The link article tells us this is no longer true. New findings have caused a substantial rethink – although no doubt there are a few dinosaurs out there. New finds have overwhelmed old ideas – once again. The fact that Neanderthals made tar from birch bark to glue spear heads to spear shafts, for example, or the possibility Neanderthals may have been responsible for some of the Spanish cave paintings, is another. These discoveries have brought a significant about face. However, they still have a dilemma – what then had caused the decline and disappearance of the Neanderthals. They seem to be thrashing around a bit here, trying to push back modern human origins and the possibility of shared traditions. The subject of catastrophism is carefully avoided. See Scientific Reports at https://doi.org/10.1038/s41598-021-84410-7 …
At https://phys.org/news/2021-03-neanderthal-early-modern-human-stone.html … the Aechulian stone tool technology seems to have persisted for much longer than previously allowed. Another idea strongly associated with incremental evolutionary technology improvements. To get around this mainstream are pumping up the idea modern humans lived alongside Neanderthals. One might ask – come up with the evidence to prove it. Conclusively rather than theoretically.
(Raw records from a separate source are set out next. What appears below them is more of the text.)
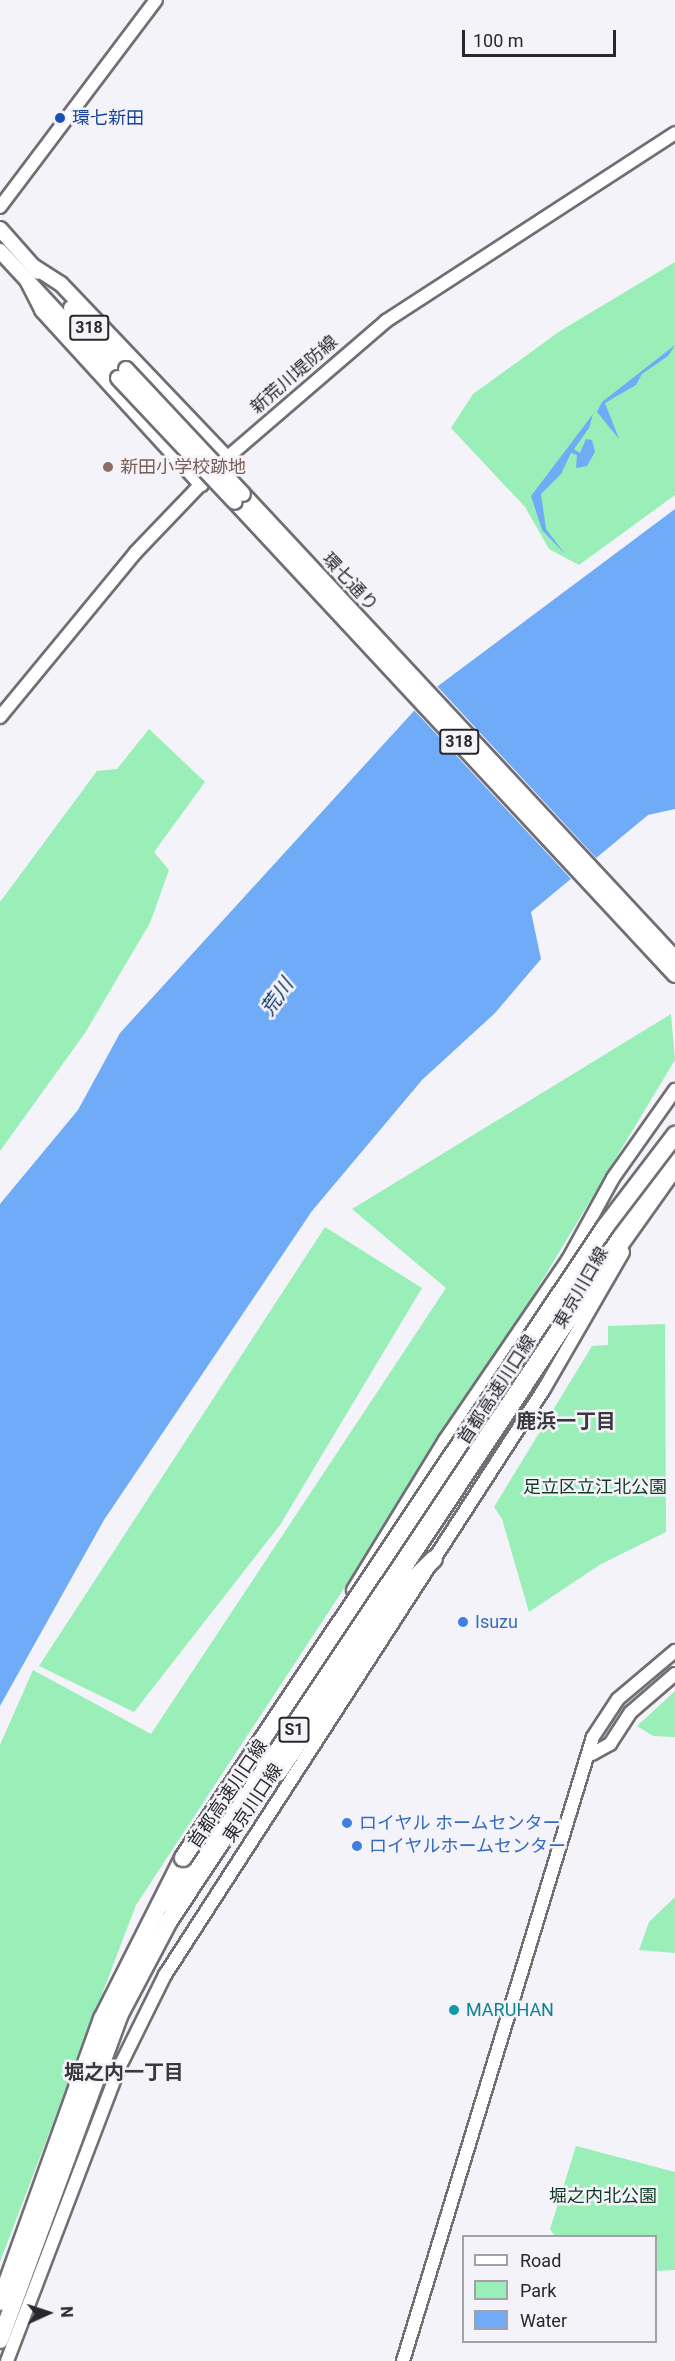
<!DOCTYPE html>
<meta charset="utf-8">
<style>
body{margin:0}
#map{position:relative;width:675px;height:2361px;overflow:hidden;background:#f5f3fa;font-family:Roboto,"Noto Sans JP",sans-serif}
div>[style]{position:absolute}
[style*='--x']{left:calc(var(--x)*1px);top:calc(var(--y)*1px);width:calc(var(--w)*1px);rotate:calc(var(--a)*1deg)}
.green>*{inset:0;background:#9aeeb8}
.water>*{inset:0;background:#6fabf7}
.pier>*{inset:0;background:#f5f3fa}
.roads{filter:drop-shadow(2px 0 #716f75) drop-shadow(-2px 0 #716f75) drop-shadow(0 2px #716f75) drop-shadow(0 -2px #716f75)}
.secondary>*{height:12px;margin:-6px;padding:0 6px;transform-origin:6px;border-radius:6px;background:#fff}
.primary>*{height:14px;margin:-7px;padding:0 7px;transform-origin:7px;border-radius:7px;background:#fff}
.highway>*{height:16px;margin:-8px;padding:0 8px;transform-origin:8px;border-radius:8px;background:#fff}
.bridges{filter:drop-shadow(2px 0 #716f75) drop-shadow(-2px 0 #716f75) drop-shadow(0 2px #716f75) drop-shadow(0 -2px #716f75)}
.primary-bridge>*{height:14px;margin:-7px;padding:0 7px;transform-origin:7px;border-radius:7px;background:#fff}
.highway-bridge>*{height:16px;margin:-8px;padding:0 8px;transform-origin:8px;border-radius:8px;background:#fff}
.dots>*{width:16px;height:16px;translate:-50% -50%;box-sizing:border-box;border:3px solid #f5f3fa;border-radius:50%}
span{translate:-50% -50%;white-space:nowrap;text-align:center;line-height:1.15;-webkit-text-stroke:5px #f5f3fa;paint-order:stroke}
.shield-label span{padding:2px 4px;background:#f5f3fa;border:2px solid;border-radius:4px;-webkit-text-stroke-width:0}
.shield-label{font-size:16px;color:#28272a;font-weight:700}
.transit-label{font-size:18px;color:#164399}
.left{translate:0 -50%;text-align:left}
.street-label{font-size:18px;color:#28272a}
.education-label{font-size:18px;color:#785e54}
.park-label{font-size:18px;color:#0f3a22}
.shop-label{font-size:18px;color:#366cbe}
.culture-label{font-size:18px;color:#0d838f}
.water-label{font-size:20px;color:#06305f;font-style:italic}
.neighbourhood-label{font-size:20px;color:#39383d;font-weight:700}
.legend{position:absolute;left:462px;top:2235px;width:195px;height:108px;box-sizing:border-box;background:#f5f3fa;border:2px solid #a3a1a7;margin:0;padding:8px 10px;list-style:none;font-size:18px;color:#28272a}
.legend li{display:flex;align-items:center;gap:12px;height:30px}
.legend b{width:30px;border:2px solid #a3a1a7}
.north{position:absolute;left:18px;top:2283px;width:60px;height:60px;-webkit-text-stroke:4px #f5f3fa;paint-order:stroke;rotate:87deg;font-size:16px;font-weight:700;line-height:24px;text-align:center;color:#28272a}
.north::after{content:'';display:block;margin:auto;width:21px;height:27px;background:#28272a;clip-path:polygon(50% 0,100% 100%,50% 72%,0 100%)}
.scale{position:absolute;left:462px;top:30px;width:154px;height:27px;box-sizing:border-box;border:3px solid #28272a;border-top:0;padding-left:8px;font-size:18px;line-height:21px;white-space:nowrap;color:#28272a;-webkit-text-stroke:4px #f5f3fa;paint-order:stroke}
</style>
<div id="map">
<div class="green">
<i style="clip-path:polygon(675px 262px,675px 495px,579px 565px,549px 549px,525px 507px,451px 428px,473px 394px,560px 331px)"></i>
<i style="clip-path:polygon(149px 729px,205px 782px,154px 852px,169px 870px,150px 923px,85px 1033px,0 1151px,0 902px,97px 771px,117px 769px)"></i>
<i style="clip-path:polygon(671px 1014px,675px 1060px,496px 1357px,136px 1905px,0 2262px,0 1745px,33px 1670px,151px 1734px,446px 1288px,352px 1209px)"></i>
<i style="clip-path:polygon(325px 1227px,422px 1288px,280px 1525px,134px 1712px,39px 1666px)"></i>
<i style="clip-path:polygon(665px 1324px,666px 1532px,601px 1564px,529px 1612px,502px 1519px,494px 1507px,592px 1346px,608px 1345px,608px 1326px)"></i>
<i style="clip-path:polygon(675px 1691px,675px 1737px,653px 1736px,637px 1726px)"></i>
<i style="clip-path:polygon(675px 1897px,675px 1953px,639px 1950px,649px 1922px)"></i>
<i style="clip-path:polygon(576px 2146px,675px 2172px,675px 2270px,656px 2271px,656px 2236px,554px 2235px,550px 2229px)"></i>
</div>
<div class="water">
<i style="clip-path:polygon(675px 345px,668px 356px,642px 374px,636px 385px,605px 403px,619px 439px,597px 412px,602px 402px)"></i>
<i style="clip-path:polygon(593px 414px,589px 428px,574px 449px,580px 453px,586px 439px,592px 440px,595px 452px,587px 466px,576px 468px,577px 455px,571px 453px,561px 474px,541px 494px,546px 529px,565px 554px,542px 530px,531px 496px)"></i>
<i style="clip-path:polygon(675px 509px,675px 809px,648px 815px,531px 912px,541px 959px,495px 1013px,422px 1080px,312px 1211px,104px 1520px,0 1706px,0 1204px,78px 1110px,120px 1033px,434px 689px)"></i>
</div>
<div class="pier">
<i style="clip-path:polygon(435px 684px,598px 860px,573px 881px,413px 709px)"></i>
</div>
<div class="roads">
<div class="secondary">
<i style="--x:0;--y:207;--w:259;--a:-53"></i>
<i style="--x:221;--y:463;--w:218;--a:-40.7"></i>
<i style="--x:386;--y:321;--w:345;--a:-33"></i>
<i style="--x:0;--y:717;--w:212;--a:-50.5"></i>
<i style="--x:135;--y:553;--w:104;--a:-46.2"></i>
<i style="--x:353;--y:1590;--w:176;--a:-58.5"></i>
<i style="--x:445;--y:1440;--w:218;--a:-55.7"></i>
<i style="--x:568;--y:1260;--w:94;--a:-61.2"></i>
<i style="--x:613;--y:1178;--w:108;--a:-54.8"></i>
<i style="--x:592;--y:1754;--w:21;--a:-29"></i>
<i style="--x:610;--y:1744;--w:38;--a:-57"></i>
<i style="--x:631;--y:1712;--w:58;--a:-40.8"></i>
<i style="--x:166;--y:1906;--w:772;--a:-56.52"></i>
<i style="--x:592;--y:1262;--w:139;--a:-53.5"></i>
<i style="--x:7;--y:2361;--w:311;--a:-69.1"></i>
<i style="--x:118;--y:2070;--w:106;--a:-63.7"></i>
<i style="--x:165;--y:1975;--w:698;--a:-57.11"></i>
<i style="--x:544;--y:1389;--w:158;--a:-60"></i>
<i style="--x:403;--y:2361;--w:652;--a:-73.07"></i>
<i style="--x:593;--y:1737;--w:45;--a:-56.7"></i>
<i style="--x:618;--y:1699;--w:75;--a:-40.1"></i>
</div>
<div class="primary">
<i style="--x:0;--y:229;--w:57;--a:48.5"></i>
<i style="--x:0;--y:251;--w:173;--a:47.1"></i>
<i style="--x:33;--y:266;--w:33;--a:33"></i>
<i style="--x:61;--y:284;--w:239;--a:46.4"></i>
<i style="--x:27;--y:280;--w:34;--a:63"></i>
<i style="--x:42;--y:310;--w:236;--a:47.6"></i>
<i style="--x:71;--y:308;--w:82;--a:48"></i>
<i style="--x:243;--y:494;--w:634;--a:47.05"></i>
<i style="--x:235;--y:502;--w:646;--a:47.07"></i>
</div>
<div class="highway">
<i style="--x:522;--y:1331;--w:25;--a:88"></i>
<i style="--x:278;--y:1773;--w:222;--a:-55.8"></i>
<i style="--x:403;--y:1589;--w:43;--a:-44.1"></i>
<i style="--x:0;--y:2302;--w:301;--a:-70.2"></i>
<i style="--x:102;--y:2019;--w:180;--a:-63.3"></i>
<i style="--x:0;--y:2340;--w:347;--a:-69.8"></i>
<i style="--x:120;--y:2014;--w:105;--a:-62.2"></i>
<i style="--x:169;--y:1921;--w:756;--a:-56.44"></i>
<i style="--x:587;--y:1291;--w:152;--a:-54.6"></i>
</div>
</div>
<div class="bridges">
<div class="primary-bridge">
<i style="--x:126;--y:369;--w:171;--a:46.9"></i>
<i style="--x:118;--y:378;--w:170;--a:46.7"></i>
</div>
<div class="highway-bridge">
<i style="--x:183;--y:1858;--w:759;--a:-56.23"></i>
<i style="--x:605;--y:1227;--w:116;--a:-52.7"></i>
</div>
</div>
<div class="dots">
<i style="left:60px;top:118px;background:#1a4fb4"></i>
<i style="left:108px;top:467px;background:#8d6e63"></i>
<i style="left:463px;top:1622px;background:#3f7fe0"></i>
<i style="left:347px;top:1823px;background:#3f7fe0"></i>
<i style="left:357px;top:1846px;background:#3f7fe0"></i>
<i style="left:454px;top:2010px;background:#0f9aa8"></i>
</div>
<div class="shield-label">
<span style="left:89px;top:328px">318</span>
<span style="left:459px;top:742px">318</span>
<span style="left:294px;top:1730px">S1</span>
</div>
<div class="transit-label">
<span class="left" style="left:72px;top:118px">環七新田</span>
</div>
<div class="street-label">
<span style="left:294px;top:375px;rotate:-41deg">新荒川堤防線</span>
<span style="left:350px;top:582px;rotate:47deg">環七通り</span>
<span style="left:581px;top:1288px;rotate:-60deg">東京川口線</span>
<span style="left:497px;top:1390px;rotate:-57deg">首都高速川口線</span>
<span style="left:228px;top:1794px;rotate:-56deg">首都高速川口線</span>
<span style="left:253px;top:1803px;rotate:-56deg">東京川口線</span>
</div>
<div class="education-label">
<span class="left" style="left:120px;top:467px">新田小学校跡地</span>
</div>
<div class="park-label">
<span style="left:595px;top:1487px">足立区立江北公園</span>
<span style="left:603px;top:2196px">堀之内北公園</span>
</div>
<div class="shop-label">
<span class="left" style="left:475px;top:1622px">Isuzu</span>
<span class="left" style="left:359px;top:1823px">ロイヤル ホームセンター</span>
<span class="left" style="left:369px;top:1846px">ロイヤルホームセンター</span>
</div>
<div class="culture-label">
<span class="left" style="left:466px;top:2010px">MARUHAN</span>
</div>
<div class="water-label">
<span style="left:277px;top:997px;rotate:-55deg">荒川</span>
</div>
<div class="neighbourhood-label">
<span style="left:566px;top:1421px">鹿浜一丁目</span>
<span style="left:124px;top:2072px">堀之内一丁目</span>
</div>
<ul class="legend">
<li><b style="height:8px;background:#fff"></b>Road</li>
<li><b style="height:16px;background:#9aeeb8"></b>Park</li>
<li><b style="height:16px;background:#6fabf7"></b>Water</li>
</ul>
<div class="north">N</div>
<div class="scale">100 m</div>
</div>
This all change idea came about as a result of the discovery that Neanderthals were adept in levellois tool technology – when this was previously thought to be a purely Palaeolithic development. This is said to show that Aechulian stone tools cohabited with levellois flake technology. Unsurprising we might think as stone tools were made by flaking. Using those flakes with a little bit of reworking would have led to the purposeful production of flakes, in their own right. One might see it as a small change in production but for years the two techniques were regarded as inventions of different stages of humanity. It was used to prop up the evolutionary function in tool production. One can see an evolutionary process in the development of humans, and even the fact that modern humans differ in many ways to Palaeolithic people, as we don't gnaw on great big lumps of gristly meat. It is cooked until it is tender and our teeth and mouths have changed as a result of that. Tool production is quite different. It has nothing to do with natural selection processes, but a question of innovation being accepted by peers.